A diabetes monitoring earring; an Underground air pollution solution; an alternative to Styrofoam made of food waste; a Sudden Infant Death Syndrome prevention device; a skin patch that monitors nutrition data and superworms that convert plastic into organic matter.

Today sees the unveiling of 100 ideas from over 40 countries that could change

the way we live.

  • Global Grad Show, the world’s most diverse gathering of graduate ideas for social impact, unveils 5 trends that are the top-of-mind challenges according to graduates from 60 countries
  • A multi-media, interactive exhibition will showcase 100 projects that provide solutions to social and environmental challenges selected from 1,600 submissions from 270 universities in 60 countries, a 30% increase from last year.
  • Selected students will be invited to a new cohort of the entrepreneurship programme that accelerates the development of impact innovations100 ideas to change the world

The only exhibition of its kind, Dubai’s Global Grad Show returns for the sixth year with 100 graduate projects from the fields of design, science, technology and engineering, showcased in an interactive online exhibition. The ideas are the outcome of rigorous academic research conducted by graduates and their professors, reflecting areas of deepest environmental, social or economic concern, such as the world’s aging population, the number of people living with chronic illness, the radical approaches dealing with waste and the increasing number of communities vulnerable to emergencies.

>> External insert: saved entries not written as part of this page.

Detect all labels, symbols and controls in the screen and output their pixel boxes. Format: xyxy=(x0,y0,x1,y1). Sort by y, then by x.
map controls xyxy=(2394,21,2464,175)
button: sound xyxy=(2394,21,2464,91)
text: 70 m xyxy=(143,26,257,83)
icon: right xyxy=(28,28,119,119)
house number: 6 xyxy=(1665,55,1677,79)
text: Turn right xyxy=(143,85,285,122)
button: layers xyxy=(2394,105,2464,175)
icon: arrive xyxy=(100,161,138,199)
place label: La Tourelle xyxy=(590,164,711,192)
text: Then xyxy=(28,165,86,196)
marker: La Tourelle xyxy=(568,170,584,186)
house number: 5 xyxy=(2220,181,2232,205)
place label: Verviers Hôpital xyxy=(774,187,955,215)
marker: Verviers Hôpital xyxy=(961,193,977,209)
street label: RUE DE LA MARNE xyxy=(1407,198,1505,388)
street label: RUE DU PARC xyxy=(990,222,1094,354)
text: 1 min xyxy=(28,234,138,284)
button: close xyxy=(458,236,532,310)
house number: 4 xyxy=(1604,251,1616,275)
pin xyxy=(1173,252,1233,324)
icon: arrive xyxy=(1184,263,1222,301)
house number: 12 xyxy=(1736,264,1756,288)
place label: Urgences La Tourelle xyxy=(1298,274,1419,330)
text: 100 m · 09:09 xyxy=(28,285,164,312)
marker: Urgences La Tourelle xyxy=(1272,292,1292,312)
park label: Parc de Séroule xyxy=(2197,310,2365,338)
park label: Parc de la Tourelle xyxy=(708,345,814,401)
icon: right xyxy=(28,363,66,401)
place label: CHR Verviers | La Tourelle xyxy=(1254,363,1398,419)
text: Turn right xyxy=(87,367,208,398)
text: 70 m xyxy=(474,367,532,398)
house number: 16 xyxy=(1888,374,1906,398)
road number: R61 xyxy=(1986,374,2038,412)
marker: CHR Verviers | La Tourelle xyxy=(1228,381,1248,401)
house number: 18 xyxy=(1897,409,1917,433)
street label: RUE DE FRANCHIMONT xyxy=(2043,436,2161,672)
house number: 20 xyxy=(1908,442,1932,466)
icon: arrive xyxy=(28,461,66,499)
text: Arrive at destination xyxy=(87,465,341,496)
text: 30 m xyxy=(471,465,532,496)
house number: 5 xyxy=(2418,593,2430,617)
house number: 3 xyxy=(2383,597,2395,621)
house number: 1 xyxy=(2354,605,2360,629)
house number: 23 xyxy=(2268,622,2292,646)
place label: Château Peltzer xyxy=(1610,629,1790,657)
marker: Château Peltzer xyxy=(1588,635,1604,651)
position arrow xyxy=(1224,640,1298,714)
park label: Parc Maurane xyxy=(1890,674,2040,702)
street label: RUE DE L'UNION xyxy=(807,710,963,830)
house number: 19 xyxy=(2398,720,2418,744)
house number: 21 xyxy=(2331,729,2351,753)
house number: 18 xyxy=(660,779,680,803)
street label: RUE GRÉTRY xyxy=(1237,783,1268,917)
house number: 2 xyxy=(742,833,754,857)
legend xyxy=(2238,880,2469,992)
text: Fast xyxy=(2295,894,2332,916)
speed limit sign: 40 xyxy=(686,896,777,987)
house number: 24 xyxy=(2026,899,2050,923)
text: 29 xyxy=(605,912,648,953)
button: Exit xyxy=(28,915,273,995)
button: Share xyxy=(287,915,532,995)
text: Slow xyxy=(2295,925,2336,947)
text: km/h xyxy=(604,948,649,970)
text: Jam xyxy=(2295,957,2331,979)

The chosen projects have been organised around five key emerging trends that were identified from the 1,600 applications from 270 universities in 60 countries.

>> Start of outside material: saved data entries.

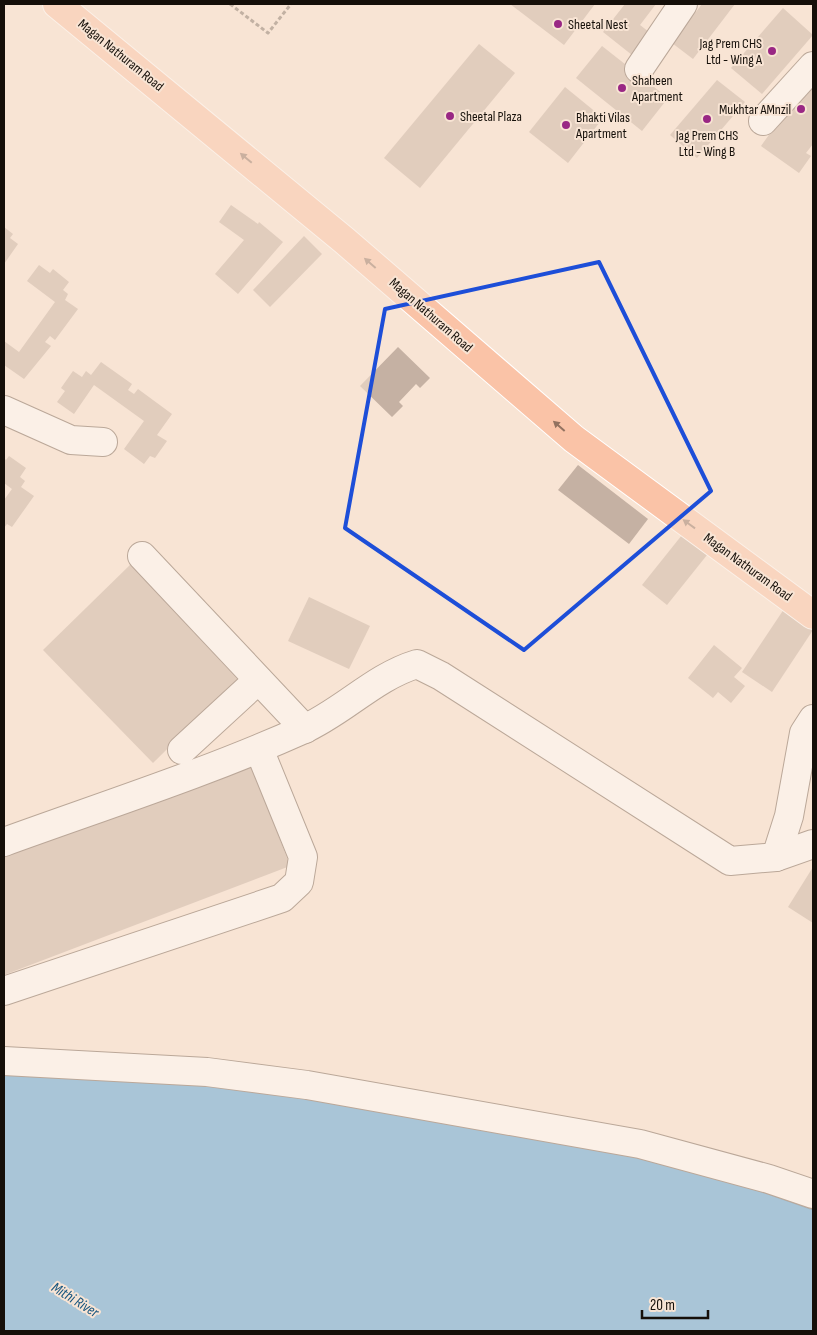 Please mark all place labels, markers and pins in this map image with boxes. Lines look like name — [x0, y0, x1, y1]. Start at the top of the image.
place label: Sheetal Nest — [568, 16, 628, 33]
marker: Sheetal Nest — [552, 18, 564, 30]
place label: Jag Prem CHS Ltd - Wing A — [698, 35, 763, 68]
marker: Jag Prem CHS Ltd - Wing A — [766, 45, 778, 57]
place label: Shaheen Apartment — [631, 72, 683, 105]
marker: Shaheen Apartment — [616, 82, 628, 94]
place label: Mukhtar AMnzil — [719, 101, 791, 118]
marker: Mukhtar AMnzil — [795, 103, 807, 115]
place label: Sheetal Plaza — [460, 108, 522, 125]
place label: Bhakti Vilas Apartment — [575, 109, 630, 142]
marker: Sheetal Plaza — [444, 110, 456, 122]
marker: Jag Prem CHS Ltd - Wing B — [701, 113, 713, 125]
marker: Bhakti Vilas Apartment — [560, 119, 572, 131]
place label: Jag Prem CHS Ltd - Wing B — [675, 127, 738, 160]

Tadeu Baldani Caravieri, Director of Global Grad Show, said: The diversity of the community of young talented researchers we bring together at Global Grad Show has many facets: they span across six continents, institutions from Ivy League to regional colleges and disciplines from bioengineering through to architecture. They do have however a reassuring common denominator: they investigate problems, social and environmental, that matter for everyone. This year with over 1,600 submitted student projects we have been able to map what are the most frequently occurring issues keeping these bright minds awake at night. That exercise resulted in the diagnosis of problems that are brewing at a global scale and affecting innumerous communities, which we are calling Trends. These global trends, five in total, have grouped the main areas of concerns and today we present 100 projects that are, in essence, alternatives and remedies put forward by our global community of graduates. whose ambition is to create a future-ready world

The five trends are:

– Living with Illness & Disability

– Coping in a Complex World

– Saving and Protecting Vulnerable Lives

– Cleaning a Waste Filled Planet

-Sustaining the Urban Experience

Projects that provide solution to those trends include:

  • A non-invasive blood glucose ‘earring’ that tests blood sugar through radiowaves, University of Huddersfield, England
  • A fluorescent hat for commuting children walking in the dark, Zhejiang University, China
  • An autonomous weeding robot for small-scale urban farmers, Lund University School of Industrial Design, Sweden
  • Using Durian fruit as an alternative to Styrofoam, National University of Singapore, Singapore
  • A temperature regulating curtain, University of Arts Berlin, Germany
  • A device which replaces clinical sounds with colour during chemotherapy treatment, RMIT, Australia
  • A CO2 eliminator using green bacterial technology, Unaula University, Colombia
  • A firefighting light aircraft with a targeted foam firing bionic arm, Universidad Privada del Norte, Peru
  • An airbag belt to cushion the elderly from falls, University of Limerick, Ireland
  • Low cost shoes made from recycled bottle plastics for school-girls walking lengthy distances, Mackerere University, Uganda
  • Biodegradable food containers made of date seeds to start an economic system for date farmers to generate income, Dubai Institute of Design and Innovation

The projects will be brought to life in an inaugural interactive digital exhibition on globalgradshow.com, giving a voice to the next generation of innovators and connecting the public and potential investors all over the world with ideas that have the potential to change lives. The virtual exhibition will showcase the graduates behind each one of ideas and will also see prototypes, films and original research material visually curated for online visitors to engage and interact with.

The programme, now in its sixth year, and held under the patronage of Her Highness Sheikha Latifa bint Mohammed bin Rashid Al Maktoum, Chairperson of Dubai Culture & Arts Authority and member of Dubai Council, and in partnership with A.R.M Holding and Dubai Culture, saw entries rise by 30% and features ideas from leading institutions such as Imperial College and Harvard, alongside first-time representation from countries such as Indonesia, El Salvador and Oman.

A year-round activation, Global Grad Show entrepreneurship programme supports innovators to materialize their real-world impact. Through training, mentorship, connections with the industry and funding opportunities, it accelerates the process of bringing graduate projects to life. The focus is to develop business skills and offer structured startup-building route to participants. Last year, A.R.M. Holding pledged AED 10 million for a 10-year fund to help talents from Global Grad Show entrepreneurship programme to advance towards market launch, having already supported eight projects.